§ **Records supplied**
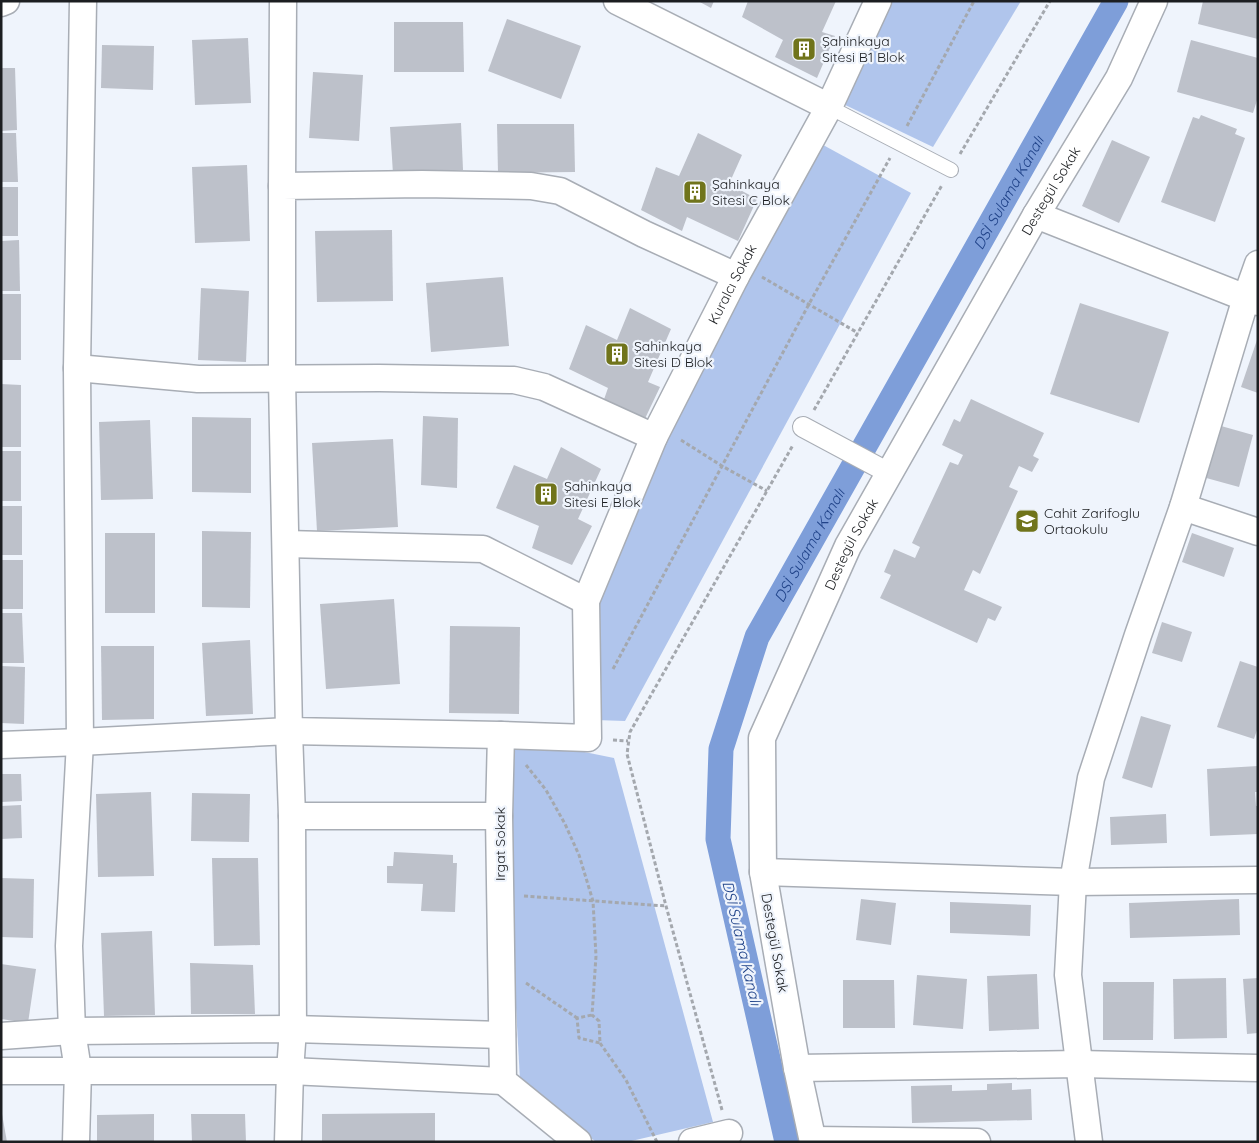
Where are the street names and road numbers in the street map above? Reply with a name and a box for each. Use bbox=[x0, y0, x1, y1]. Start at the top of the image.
street label: Destegül Sokak bbox=[1017, 143, 1084, 239]
street label: Kuralcı Sokak bbox=[704, 241, 761, 327]
street label: Destegül Sokak bbox=[820, 495, 882, 593]
street label: Irgat Sokak bbox=[491, 807, 509, 881]
street label: Destegül Sokak bbox=[757, 892, 793, 994]

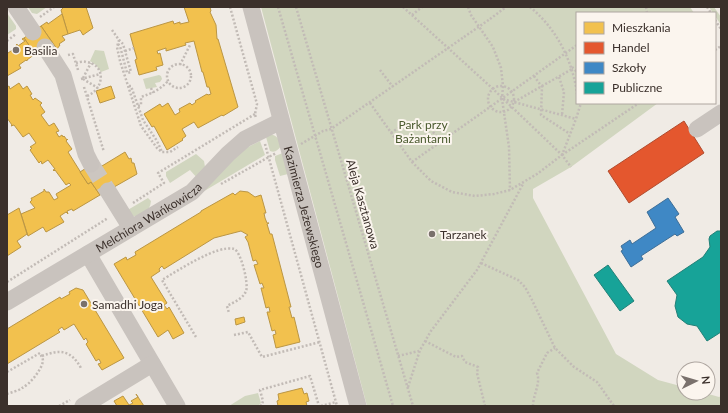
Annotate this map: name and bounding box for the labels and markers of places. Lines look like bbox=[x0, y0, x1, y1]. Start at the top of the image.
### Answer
place label: Basilia bbox=[24, 43, 57, 58]
marker: Basilia bbox=[11, 45, 21, 55]
place label: Tarzanek bbox=[440, 227, 487, 242]
marker: Tarzanek bbox=[427, 229, 437, 239]
place label: Samadhi Joga bbox=[92, 297, 163, 312]
marker: Samadhi Joga bbox=[79, 299, 89, 309]

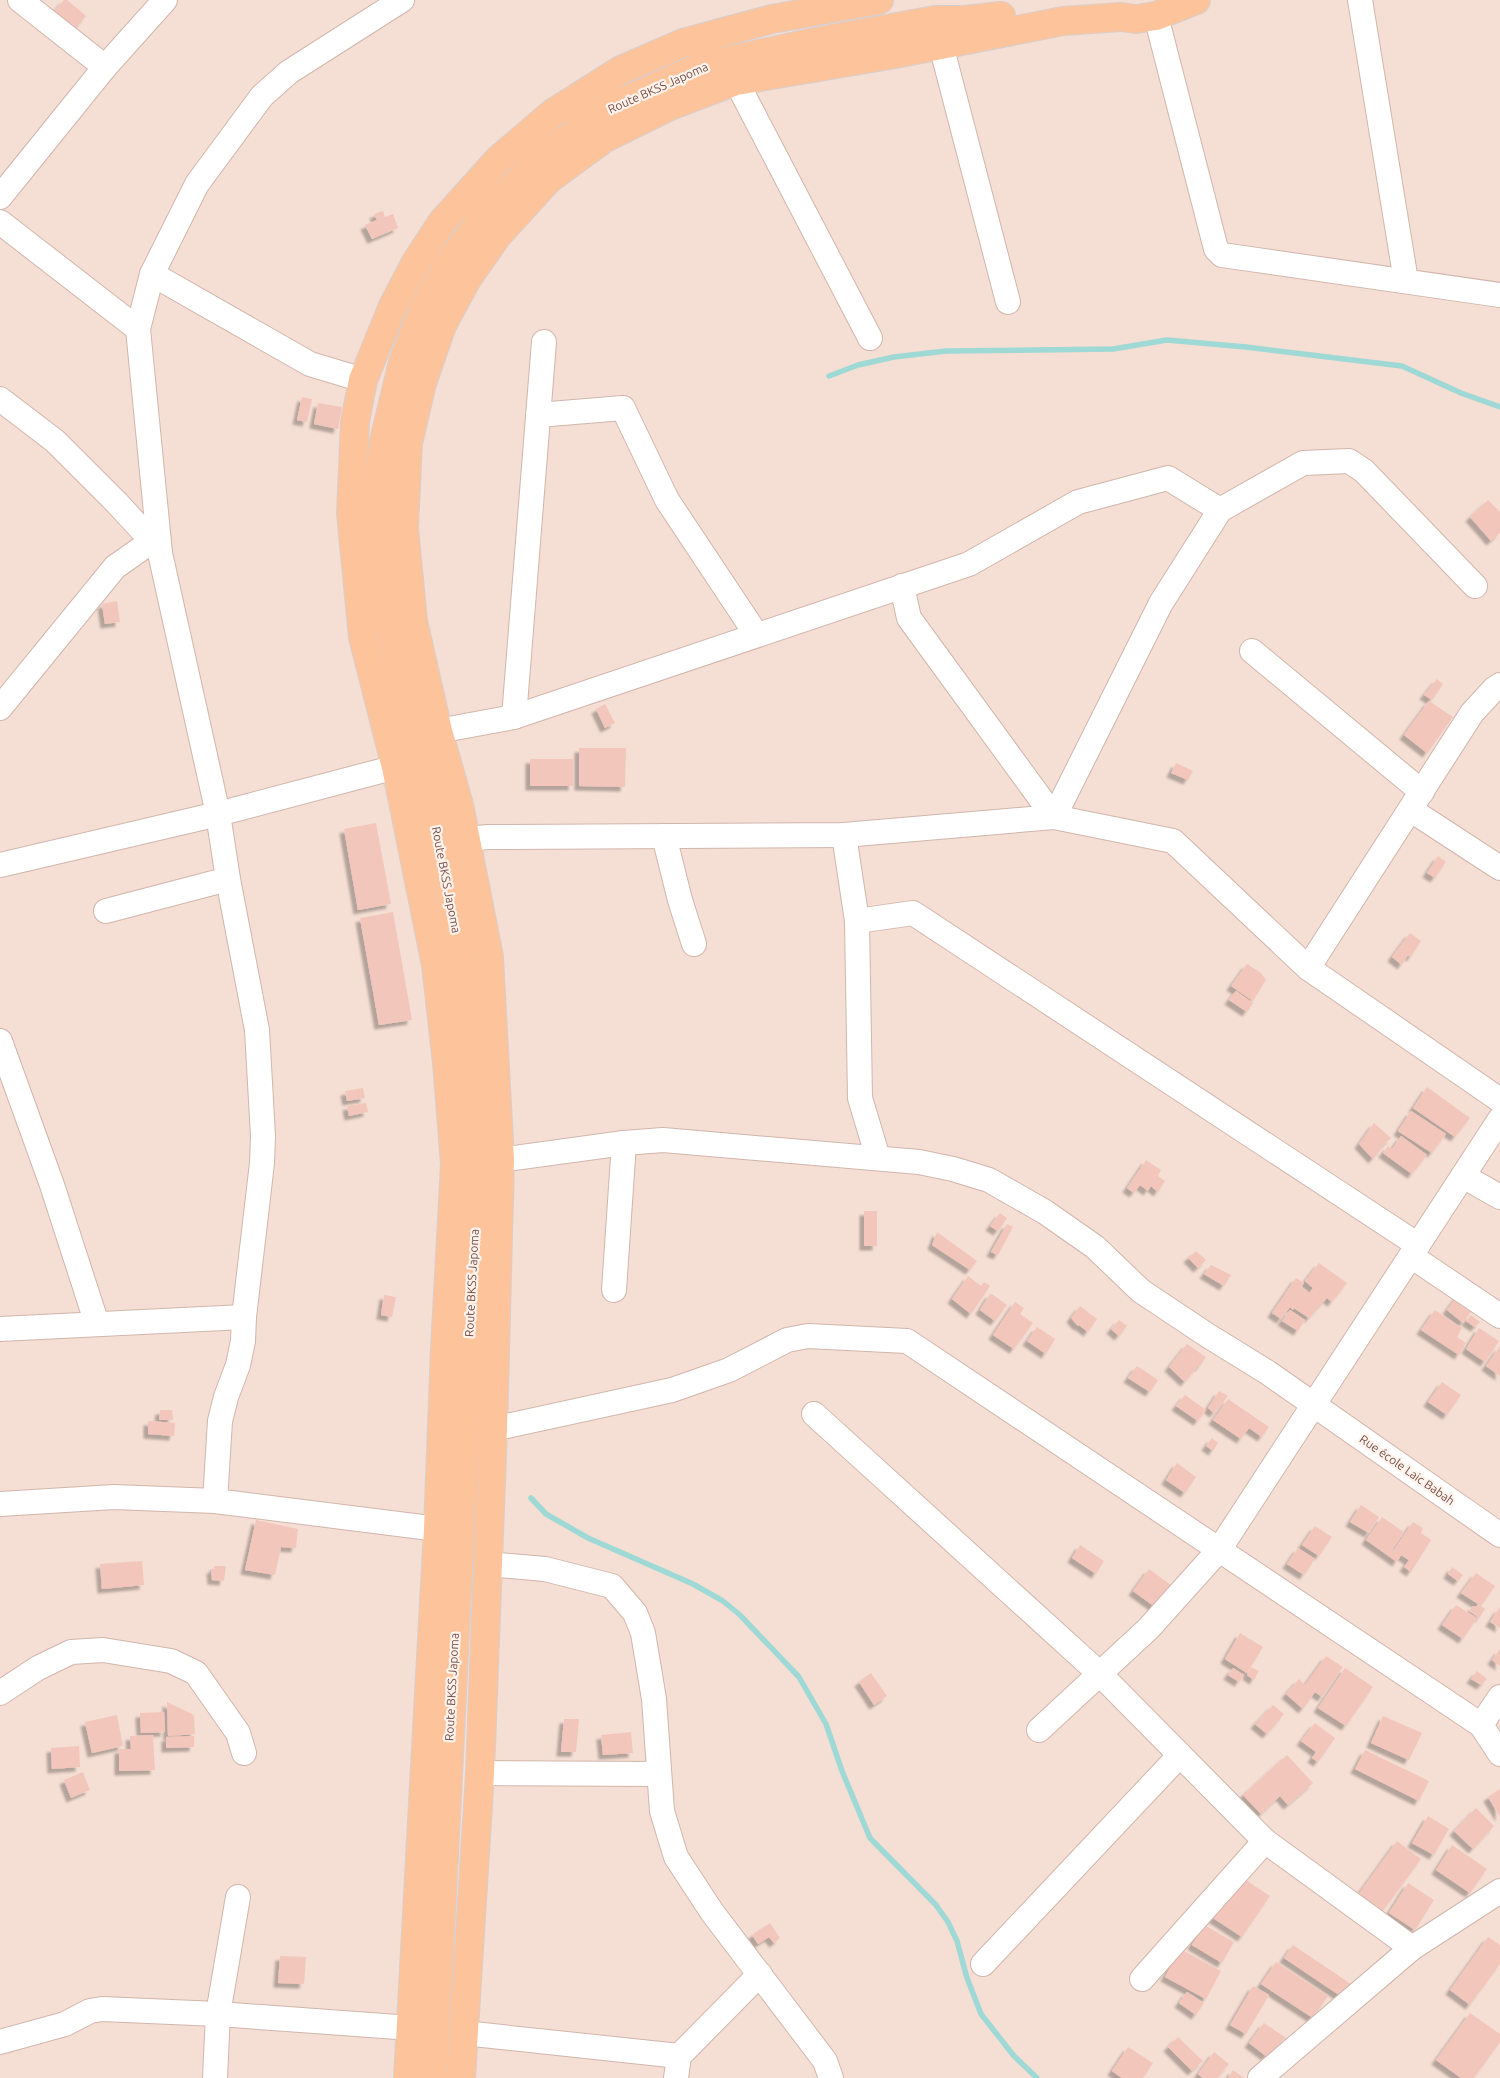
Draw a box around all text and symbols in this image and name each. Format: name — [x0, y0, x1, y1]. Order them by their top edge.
street label: Route BKSS Japoma — [606, 60, 710, 116]
street label: Route BKSS Japoma — [430, 826, 463, 934]
street label: Route BKSS Japoma — [462, 1229, 481, 1337]
street label: Rue école Laic Babah — [1357, 1432, 1457, 1507]
street label: Route BKSS Japoma — [442, 1633, 461, 1741]

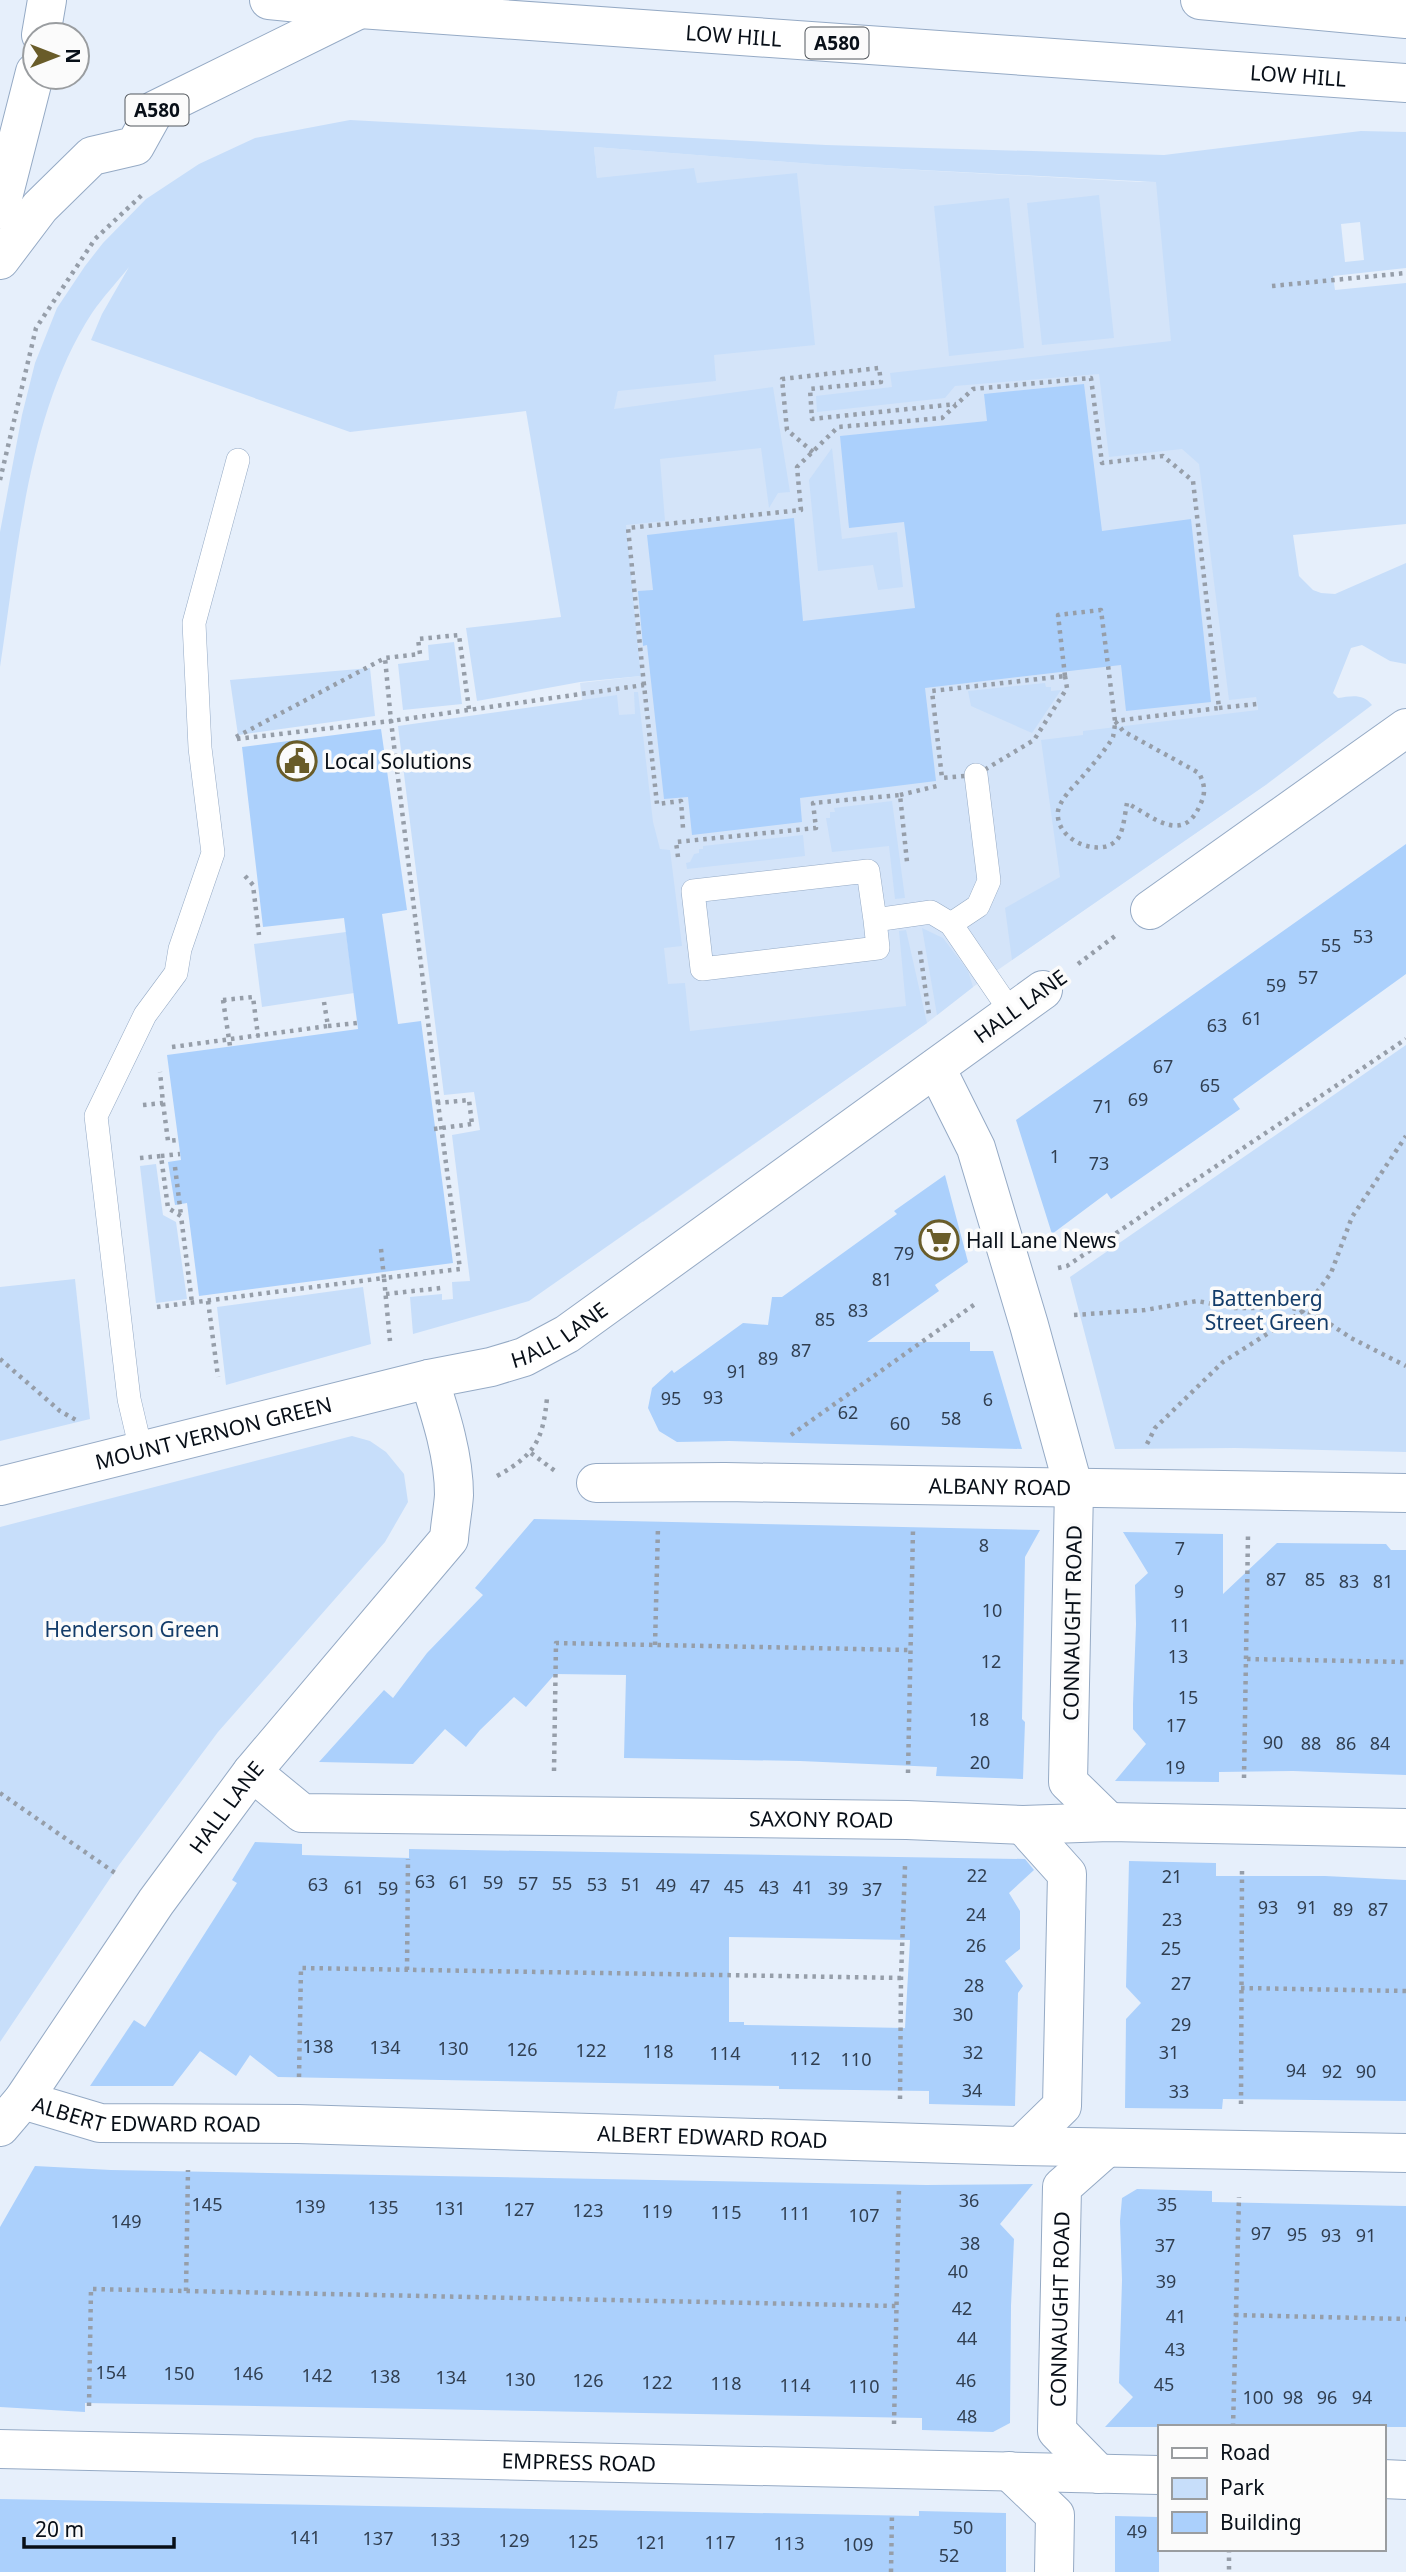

§ **Directions for this task**
From the first record to the last, retype everything exactly except the images.

§ **Response to the task**
Where are the street names and road numbers in the street map above? Reply with a name and a box for each. Use bbox=[x0, y0, x1, y1]. Start at the top of the image.
street label: Destegül Sokak bbox=[1017, 143, 1084, 239]
street label: Kuralcı Sokak bbox=[704, 241, 761, 327]
street label: Destegül Sokak bbox=[820, 495, 882, 593]
street label: Irgat Sokak bbox=[491, 807, 509, 881]
street label: Destegül Sokak bbox=[757, 892, 793, 994]

Annotate this map: name and bounding box for the labels and markers of places. Lines look like bbox=[x0, y0, x1, y1]. Start at the top of the image.
### Answer
place label: Basilia bbox=[24, 43, 57, 58]
marker: Basilia bbox=[11, 45, 21, 55]
place label: Tarzanek bbox=[440, 227, 487, 242]
marker: Tarzanek bbox=[427, 229, 437, 239]
place label: Samadhi Joga bbox=[92, 297, 163, 312]
marker: Samadhi Joga bbox=[79, 299, 89, 309]

Draw a box around all text and symbols in this image and name each. Format: name — [x0, y0, x1, y1]. Order them by their top edge.
street label: Route BKSS Japoma — [606, 60, 710, 116]
street label: Route BKSS Japoma — [430, 826, 463, 934]
street label: Route BKSS Japoma — [462, 1229, 481, 1337]
street label: Rue école Laic Babah — [1357, 1432, 1457, 1507]
street label: Route BKSS Japoma — [442, 1633, 461, 1741]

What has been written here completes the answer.